* THE PROBLEM:
Read the data that follows. Then repeat it exactly.

§ §

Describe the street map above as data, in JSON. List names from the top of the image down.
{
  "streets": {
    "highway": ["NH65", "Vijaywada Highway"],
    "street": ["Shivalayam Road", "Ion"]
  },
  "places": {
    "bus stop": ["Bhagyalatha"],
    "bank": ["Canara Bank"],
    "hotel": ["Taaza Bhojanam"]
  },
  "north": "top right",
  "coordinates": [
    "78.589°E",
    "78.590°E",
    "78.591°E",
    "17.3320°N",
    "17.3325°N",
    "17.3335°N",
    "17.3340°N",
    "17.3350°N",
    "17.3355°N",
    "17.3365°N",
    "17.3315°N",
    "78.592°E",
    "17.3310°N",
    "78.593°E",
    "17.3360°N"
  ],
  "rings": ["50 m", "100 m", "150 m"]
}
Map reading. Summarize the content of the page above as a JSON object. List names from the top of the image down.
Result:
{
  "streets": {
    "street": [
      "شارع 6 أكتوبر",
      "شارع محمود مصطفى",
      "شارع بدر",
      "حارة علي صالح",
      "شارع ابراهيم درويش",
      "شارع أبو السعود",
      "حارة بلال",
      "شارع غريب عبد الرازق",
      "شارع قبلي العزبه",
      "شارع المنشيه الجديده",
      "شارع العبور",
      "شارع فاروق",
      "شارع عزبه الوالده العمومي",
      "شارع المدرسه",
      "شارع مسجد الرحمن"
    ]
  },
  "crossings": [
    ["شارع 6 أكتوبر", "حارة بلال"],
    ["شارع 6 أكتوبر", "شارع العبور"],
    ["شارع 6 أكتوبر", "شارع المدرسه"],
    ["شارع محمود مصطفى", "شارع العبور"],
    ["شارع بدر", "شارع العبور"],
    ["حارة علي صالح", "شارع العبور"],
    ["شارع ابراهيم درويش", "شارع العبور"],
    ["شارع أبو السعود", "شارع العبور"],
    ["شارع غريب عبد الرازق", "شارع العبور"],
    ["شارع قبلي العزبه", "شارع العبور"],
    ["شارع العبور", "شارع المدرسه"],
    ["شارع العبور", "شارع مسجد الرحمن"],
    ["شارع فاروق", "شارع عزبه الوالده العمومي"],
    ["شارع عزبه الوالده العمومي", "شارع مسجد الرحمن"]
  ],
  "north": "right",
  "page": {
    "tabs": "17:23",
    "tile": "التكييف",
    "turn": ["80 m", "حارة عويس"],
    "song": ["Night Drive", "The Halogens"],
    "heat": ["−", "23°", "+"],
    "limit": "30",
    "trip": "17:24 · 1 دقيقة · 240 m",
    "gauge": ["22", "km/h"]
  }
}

§ §

* WRITTEN SOLUTION:
Describe the street map above as data, in JSON. List names from the top of the image down.
{
  "streets": {
    "highway": ["NH65", "Vijaywada Highway"],
    "street": ["Shivalayam Road", "Ion"]
  },
  "places": {
    "bus stop": ["Bhagyalatha"],
    "bank": ["Canara Bank"],
    "hotel": ["Taaza Bhojanam"]
  },
  "north": "top right",
  "coordinates": [
    "78.589°E",
    "78.590°E",
    "78.591°E",
    "17.3320°N",
    "17.3325°N",
    "17.3335°N",
    "17.3340°N",
    "17.3350°N",
    "17.3355°N",
    "17.3365°N",
    "17.3315°N",
    "78.592°E",
    "17.3310°N",
    "78.593°E",
    "17.3360°N"
  ],
  "rings": ["50 m", "100 m", "150 m"]
}
Map reading. Summarize the content of the page above as a JSON object. List names from the top of the image down.
Result:
{
  "streets": {
    "street": [
      "شارع 6 أكتوبر",
      "شارع محمود مصطفى",
      "شارع بدر",
      "حارة علي صالح",
      "شارع ابراهيم درويش",
      "شارع أبو السعود",
      "حارة بلال",
      "شارع غريب عبد الرازق",
      "شارع قبلي العزبه",
      "شارع المنشيه الجديده",
      "شارع العبور",
      "شارع فاروق",
      "شارع عزبه الوالده العمومي",
      "شارع المدرسه",
      "شارع مسجد الرحمن"
    ]
  },
  "crossings": [
    ["شارع 6 أكتوبر", "حارة بلال"],
    ["شارع 6 أكتوبر", "شارع العبور"],
    ["شارع 6 أكتوبر", "شارع المدرسه"],
    ["شارع محمود مصطفى", "شارع العبور"],
    ["شارع بدر", "شارع العبور"],
    ["حارة علي صالح", "شارع العبور"],
    ["شارع ابراهيم درويش", "شارع العبور"],
    ["شارع أبو السعود", "شارع العبور"],
    ["شارع غريب عبد الرازق", "شارع العبور"],
    ["شارع قبلي العزبه", "شارع العبور"],
    ["شارع العبور", "شارع المدرسه"],
    ["شارع العبور", "شارع مسجد الرحمن"],
    ["شارع فاروق", "شارع عزبه الوالده العمومي"],
    ["شارع عزبه الوالده العمومي", "شارع مسجد الرحمن"]
  ],
  "north": "right",
  "page": {
    "tabs": "17:23",
    "tile": "التكييف",
    "turn": ["80 m", "حارة عويس"],
    "song": ["Night Drive", "The Halogens"],
    "heat": ["−", "23°", "+"],
    "limit": "30",
    "trip": "17:24 · 1 دقيقة · 240 m",
    "gauge": ["22", "km/h"]
  }
}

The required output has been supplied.